The press has been filled with stories about the new Fair Labor Standards Act (FLSA) regulations which raise the minimum salary level required for employees to be exempt from overtime pay. Specifically, the new regulations — currently set to take effect on December 1, 2016 — raise the minimum salary level required for exempt employees under the executive, administrative and professional exemptions from $455 per week to $913 per week, or from roughly $23,660 annually to $47,456 annually. Often overlooked, however, is the fact that the new regulations also significantly affect the "highly compensated employee" ("HCE") exemption, as well.

Currently, an employee will qualify for the HCE exemption if he or she is paid at least $455 per week, receives total annual compensation of at least $100,000 and meets a minimal duties test. The new regulations raise the required weekly salary level for the HCE exemption to $913 (like the other white collar exemptions) but also raise the required amount of total annual compensation for the HCE exemption to a figure equal to the "90th percentile of full-time nonhourly workers nationally." When the new regulations go into effect on December 1, 2016, that figure will be$134,004 and (like the statutory minimum required salary) that figure will be updated every three years.

To moderate some of the effect of this total salary level increase on most exempt employees, the Department of Labor allows 10% of the $913 per week (that must be paid on a salary basis to qualify for most of the white collar FLSA exemptions) to be paid through nondiscretionary bonuses, incentives or commissions. However, this allowance does not apply to the HCE exemption. To satisfy the HCE exemption beginning December 1, 2016, an employee must be paid at least the statutory minimum of $913 per week on a salary or fee basis but the employer cannot use nondiscretionary bonuses, incentives or commissions to make up any of that week's amount. However, the employer may use such alternative, non-salary forms of payment to satisfy the remainder of the total annual compensation requirement – the requirement that the HCE receive total annual compensation of at least $134,004.

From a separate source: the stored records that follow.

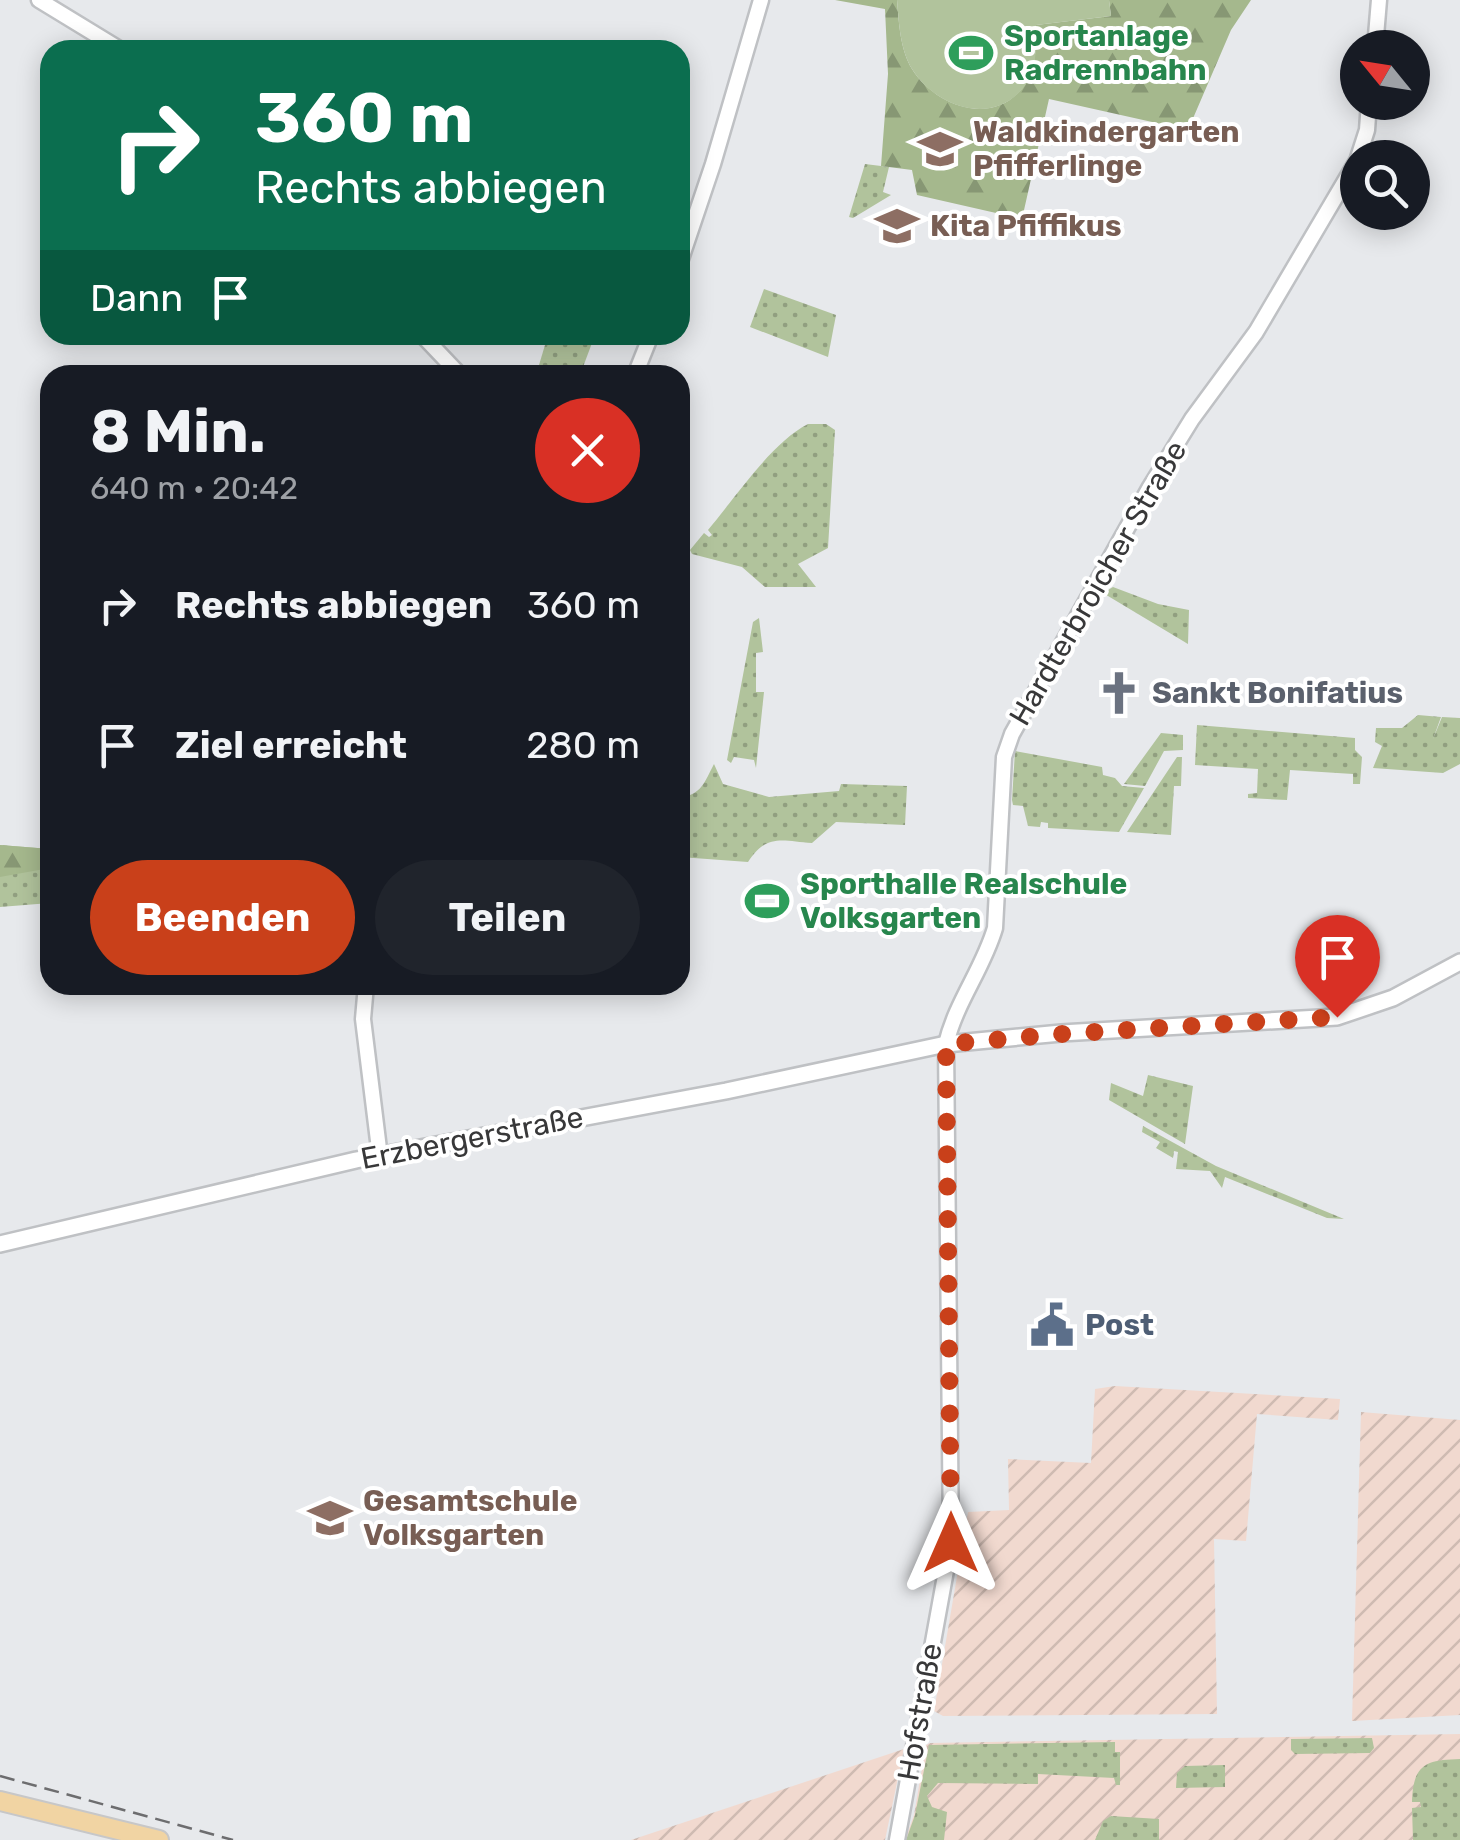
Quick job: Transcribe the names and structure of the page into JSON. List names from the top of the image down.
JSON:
{
  "streets": {
    "main road": ["Erzbergerstraße"],
    "street": ["Hardterbroicher Straße", "Hofstraße"]
  },
  "crossings": [
    ["Hardterbroicher Straße", "Erzbergerstraße"],
    ["Hardterbroicher Straße", "Hofstraße"],
    ["Erzbergerstraße", "Hofstraße"]
  ],
  "places": {
    "sports": ["Sportanlage Radrennbahn", "Sporthalle Realschule Volksgarten"],
    "school or university": ["Waldkindergarten Pfifferlinge", "Kita Pfiffikus", "Gesamtschule Volksgarten"],
    "church": ["Sankt Bonifatius"],
    "public building": ["Post"]
  },
  "north": "top left",
  "page": {
    "turn": ["360 m", "Rechts abbiegen"],
    "then": "Dann",
    "heading": ["8 Min.", "640 m · 20:42"],
    "list": [
      {
        "name": "Rechts abbiegen",
        "value": "360 m"
      },
      {
        "name": "Ziel erreicht",
        "value": "280 m"
      }
    ],
    "buttons": ["Beenden", "Teilen"]
  }
}
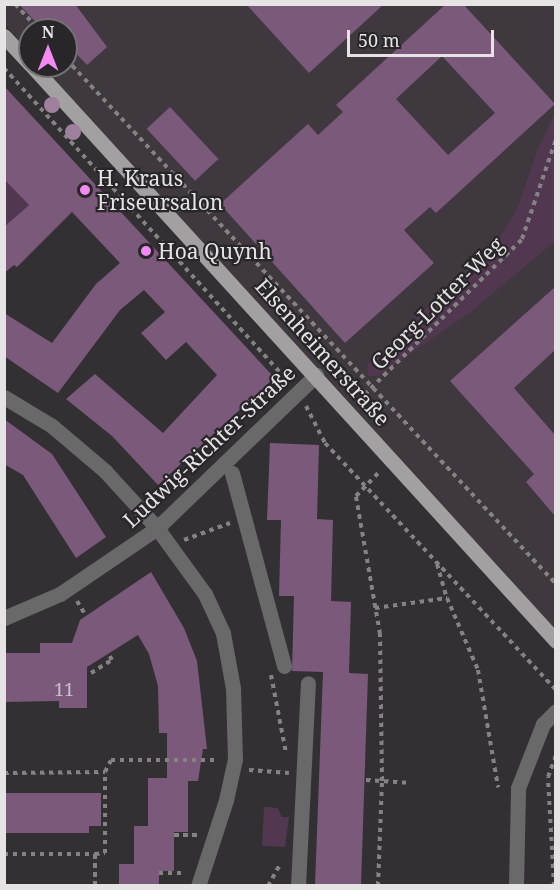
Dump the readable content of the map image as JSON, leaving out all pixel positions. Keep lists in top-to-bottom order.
{
  "streets": {
    "main road": ["Elsenheimerstraße"],
    "street": ["Ludwig-Richter-Straße"],
    "path": ["Georg-Lotter-Weg"]
  },
  "crossings": [
    ["Georg-Lotter-Weg", "Elsenheimerstraße"],
    ["Elsenheimerstraße", "Ludwig-Richter-Straße"]
  ],
  "places": ["H. Kraus Friseursalon", "Hoa Quynh"],
  "house_numbers": ["11"],
  "scale_bar": "50 m",
  "north": "top"
}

Also, for employers who decide to not raise HCE salaries to the new $134,000 requirement, those employees' job duties should be reevaluated to ensure that they can meet the more stringent duties test required for one of the other white collar exemptions. Under the HCE exemption, employees are only required to customarily and regularly perform one or more of the duties listed for the administrative, executive or professional exemptions. So, employees currently classified as exempt HCEs may not automatically be exempt under the other white collar exemptions and must be evaluated on a case by case basis.